Dataset excerpts:

———

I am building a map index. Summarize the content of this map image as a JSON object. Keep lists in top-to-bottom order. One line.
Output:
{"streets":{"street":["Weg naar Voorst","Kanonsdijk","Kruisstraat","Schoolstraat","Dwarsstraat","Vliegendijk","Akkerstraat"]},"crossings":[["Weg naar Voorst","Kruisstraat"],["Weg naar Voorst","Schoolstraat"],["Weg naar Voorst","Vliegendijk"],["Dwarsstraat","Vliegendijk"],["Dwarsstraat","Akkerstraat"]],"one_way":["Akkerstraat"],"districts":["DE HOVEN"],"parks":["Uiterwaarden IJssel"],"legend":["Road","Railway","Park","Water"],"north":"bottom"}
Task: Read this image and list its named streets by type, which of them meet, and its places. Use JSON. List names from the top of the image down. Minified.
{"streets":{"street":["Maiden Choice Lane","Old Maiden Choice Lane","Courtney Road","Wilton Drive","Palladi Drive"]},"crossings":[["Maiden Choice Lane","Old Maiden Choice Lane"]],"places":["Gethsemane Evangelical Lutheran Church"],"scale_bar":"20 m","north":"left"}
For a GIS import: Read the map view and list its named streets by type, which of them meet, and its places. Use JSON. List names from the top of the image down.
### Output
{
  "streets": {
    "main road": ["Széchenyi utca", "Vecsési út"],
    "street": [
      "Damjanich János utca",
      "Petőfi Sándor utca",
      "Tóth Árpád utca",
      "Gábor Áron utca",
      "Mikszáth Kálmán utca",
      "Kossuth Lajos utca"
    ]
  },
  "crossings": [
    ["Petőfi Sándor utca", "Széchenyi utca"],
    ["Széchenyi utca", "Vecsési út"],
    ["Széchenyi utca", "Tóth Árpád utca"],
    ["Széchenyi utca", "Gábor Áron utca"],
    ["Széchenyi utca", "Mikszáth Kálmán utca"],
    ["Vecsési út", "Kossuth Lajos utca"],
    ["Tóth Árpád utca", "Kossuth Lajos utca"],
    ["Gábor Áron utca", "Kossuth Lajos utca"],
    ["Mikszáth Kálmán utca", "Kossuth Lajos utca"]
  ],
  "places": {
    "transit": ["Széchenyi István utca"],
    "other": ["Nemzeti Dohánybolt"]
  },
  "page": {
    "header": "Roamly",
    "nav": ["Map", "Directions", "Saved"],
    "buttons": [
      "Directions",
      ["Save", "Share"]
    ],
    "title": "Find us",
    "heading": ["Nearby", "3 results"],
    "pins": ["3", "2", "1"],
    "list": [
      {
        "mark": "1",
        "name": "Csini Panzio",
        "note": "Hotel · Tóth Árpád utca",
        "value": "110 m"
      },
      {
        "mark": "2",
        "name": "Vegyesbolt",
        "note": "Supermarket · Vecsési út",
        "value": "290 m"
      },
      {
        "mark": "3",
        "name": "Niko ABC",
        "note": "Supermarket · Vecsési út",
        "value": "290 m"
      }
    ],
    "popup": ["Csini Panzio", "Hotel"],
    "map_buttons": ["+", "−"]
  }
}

———

Task description: Retype all of the data word for word.

Task result:
I am building a map index. Summarize the content of this map image as a JSON object. Keep lists in top-to-bottom order. One line.
Output:
{"streets":{"street":["Weg naar Voorst","Kanonsdijk","Kruisstraat","Schoolstraat","Dwarsstraat","Vliegendijk","Akkerstraat"]},"crossings":[["Weg naar Voorst","Kruisstraat"],["Weg naar Voorst","Schoolstraat"],["Weg naar Voorst","Vliegendijk"],["Dwarsstraat","Vliegendijk"],["Dwarsstraat","Akkerstraat"]],"one_way":["Akkerstraat"],"districts":["DE HOVEN"],"parks":["Uiterwaarden IJssel"],"legend":["Road","Railway","Park","Water"],"north":"bottom"}
Task: Read this image and list its named streets by type, which of them meet, and its places. Use JSON. List names from the top of the image down. Minified.
{"streets":{"street":["Maiden Choice Lane","Old Maiden Choice Lane","Courtney Road","Wilton Drive","Palladi Drive"]},"crossings":[["Maiden Choice Lane","Old Maiden Choice Lane"]],"places":["Gethsemane Evangelical Lutheran Church"],"scale_bar":"20 m","north":"left"}
For a GIS import: Read the map view and list its named streets by type, which of them meet, and its places. Use JSON. List names from the top of the image down.
### Output
{
  "streets": {
    "main road": ["Széchenyi utca", "Vecsési út"],
    "street": [
      "Damjanich János utca",
      "Petőfi Sándor utca",
      "Tóth Árpád utca",
      "Gábor Áron utca",
      "Mikszáth Kálmán utca",
      "Kossuth Lajos utca"
    ]
  },
  "crossings": [
    ["Petőfi Sándor utca", "Széchenyi utca"],
    ["Széchenyi utca", "Vecsési út"],
    ["Széchenyi utca", "Tóth Árpád utca"],
    ["Széchenyi utca", "Gábor Áron utca"],
    ["Széchenyi utca", "Mikszáth Kálmán utca"],
    ["Vecsési út", "Kossuth Lajos utca"],
    ["Tóth Árpád utca", "Kossuth Lajos utca"],
    ["Gábor Áron utca", "Kossuth Lajos utca"],
    ["Mikszáth Kálmán utca", "Kossuth Lajos utca"]
  ],
  "places": {
    "transit": ["Széchenyi István utca"],
    "other": ["Nemzeti Dohánybolt"]
  },
  "page": {
    "header": "Roamly",
    "nav": ["Map", "Directions", "Saved"],
    "buttons": [
      "Directions",
      ["Save", "Share"]
    ],
    "title": "Find us",
    "heading": ["Nearby", "3 results"],
    "pins": ["3", "2", "1"],
    "list": [
      {
        "mark": "1",
        "name": "Csini Panzio",
        "note": "Hotel · Tóth Árpád utca",
        "value": "110 m"
      },
      {
        "mark": "2",
        "name": "Vegyesbolt",
        "note": "Supermarket · Vecsési út",
        "value": "290 m"
      },
      {
        "mark": "3",
        "name": "Niko ABC",
        "note": "Supermarket · Vecsési út",
        "value": "290 m"
      }
    ],
    "popup": ["Csini Panzio", "Hotel"],
    "map_buttons": ["+", "−"]
  }
}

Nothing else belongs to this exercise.